Finally, another story from the food bank today: A local Brownie pack were given an Easter egg each by their leaders a few days ago and told they could either take them home or leave them to the borough’s food banks. The generous girls left 35 Easter eggs for the needy families who come for help. Surrounded as we often are by evidence of a less caring, more judgemental society, it’s heartening to see that some councils – despite their slashed budgets – are still doing what they can to protect the poor and vulnerable. It’s also good to see how many London children have that instinct to reach out to poorer families this Easter.

Sarah’s story: The housing trust and council response

This week I wrote about Sarah. She told me that she was forced to flee her home some distance away in another borough because of her relative’s violent behaviour. A housing trust which runs a hostel for the homeless in Greenwich took her in after she was registered homeless, but it has handed her an eviction letter, telling her that she must vacate by April 11.

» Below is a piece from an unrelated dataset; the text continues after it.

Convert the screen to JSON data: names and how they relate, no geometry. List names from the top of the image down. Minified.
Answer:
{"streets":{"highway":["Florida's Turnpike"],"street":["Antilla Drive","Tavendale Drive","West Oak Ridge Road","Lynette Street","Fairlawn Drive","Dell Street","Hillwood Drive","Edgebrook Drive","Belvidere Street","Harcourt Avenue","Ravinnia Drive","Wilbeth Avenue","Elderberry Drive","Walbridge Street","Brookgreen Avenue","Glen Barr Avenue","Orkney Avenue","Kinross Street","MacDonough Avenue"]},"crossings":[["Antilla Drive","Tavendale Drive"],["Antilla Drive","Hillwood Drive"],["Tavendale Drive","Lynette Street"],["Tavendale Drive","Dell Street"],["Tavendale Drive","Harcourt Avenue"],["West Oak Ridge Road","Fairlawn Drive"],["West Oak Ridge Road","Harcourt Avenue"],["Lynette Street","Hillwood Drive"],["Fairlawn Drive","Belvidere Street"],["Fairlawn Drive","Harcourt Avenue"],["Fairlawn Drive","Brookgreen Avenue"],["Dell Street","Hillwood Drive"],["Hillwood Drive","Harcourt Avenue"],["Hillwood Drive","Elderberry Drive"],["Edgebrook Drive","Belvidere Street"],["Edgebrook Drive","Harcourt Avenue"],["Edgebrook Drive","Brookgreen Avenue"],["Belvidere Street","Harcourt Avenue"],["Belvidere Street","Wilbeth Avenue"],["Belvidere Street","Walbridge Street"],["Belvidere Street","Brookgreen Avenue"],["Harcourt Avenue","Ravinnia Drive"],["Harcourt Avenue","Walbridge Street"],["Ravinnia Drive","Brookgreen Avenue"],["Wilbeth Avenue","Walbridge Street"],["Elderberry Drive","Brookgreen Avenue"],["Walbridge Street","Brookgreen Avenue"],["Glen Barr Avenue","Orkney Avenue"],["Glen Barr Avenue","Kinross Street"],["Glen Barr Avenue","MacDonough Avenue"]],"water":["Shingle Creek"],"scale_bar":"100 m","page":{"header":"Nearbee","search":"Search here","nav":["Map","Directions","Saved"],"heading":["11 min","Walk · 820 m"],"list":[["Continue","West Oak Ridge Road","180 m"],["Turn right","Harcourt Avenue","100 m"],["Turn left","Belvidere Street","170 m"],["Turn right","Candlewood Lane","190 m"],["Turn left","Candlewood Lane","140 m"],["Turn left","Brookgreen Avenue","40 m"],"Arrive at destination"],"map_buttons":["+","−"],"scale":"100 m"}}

It says that if she fails to hand in her keys by 11am that day, it will be ‘forced to carry out an eviction with the Metropolitan Police present’. It adds that following a review, ‘it has been decided that the services and facilities that the accommodation provides are no longer suitable for your needs’. It does not say why that is the case. Sarah says she’s been told it’s because she’s made a number of complaints to the hostel.

Sarah (not her real name), a law graduate aged 28, moved back home after her studies and struggled to find a job. She says that because she couldn’t find work she was ‘scapegoated’ by the relative. Eventually, she left home in January for her own safety. Sarah has also been dealing with a serious mental health issue – borderline personality disorder (BPD) for many years. After pleading with them to help her, she says The Royal Borough of Greenwich registered her homeless and placed her with the housing trust.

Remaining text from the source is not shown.